§ TASK TO COMPLETE:
All of the data must be retyped exactly, with nothing left out.

§ Items from a data source:

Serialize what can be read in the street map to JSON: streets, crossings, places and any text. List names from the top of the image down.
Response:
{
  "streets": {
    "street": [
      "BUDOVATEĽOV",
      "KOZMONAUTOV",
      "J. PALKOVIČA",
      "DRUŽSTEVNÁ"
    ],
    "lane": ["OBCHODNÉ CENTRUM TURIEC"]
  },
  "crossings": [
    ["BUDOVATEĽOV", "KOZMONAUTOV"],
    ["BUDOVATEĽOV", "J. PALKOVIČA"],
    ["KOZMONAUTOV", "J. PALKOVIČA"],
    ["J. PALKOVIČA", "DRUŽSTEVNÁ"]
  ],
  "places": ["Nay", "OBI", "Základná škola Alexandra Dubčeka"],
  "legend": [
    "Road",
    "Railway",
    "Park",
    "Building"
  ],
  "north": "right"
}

§ THE COMPLETED TASK:
Serialize what can be read in the street map to JSON: streets, crossings, places and any text. List names from the top of the image down.
Response:
{
  "streets": {
    "street": [
      "BUDOVATEĽOV",
      "KOZMONAUTOV",
      "J. PALKOVIČA",
      "DRUŽSTEVNÁ"
    ],
    "lane": ["OBCHODNÉ CENTRUM TURIEC"]
  },
  "crossings": [
    ["BUDOVATEĽOV", "KOZMONAUTOV"],
    ["BUDOVATEĽOV", "J. PALKOVIČA"],
    ["KOZMONAUTOV", "J. PALKOVIČA"],
    ["J. PALKOVIČA", "DRUŽSTEVNÁ"]
  ],
  "places": ["Nay", "OBI", "Základná škola Alexandra Dubčeka"],
  "legend": [
    "Road",
    "Railway",
    "Park",
    "Building"
  ],
  "north": "right"
}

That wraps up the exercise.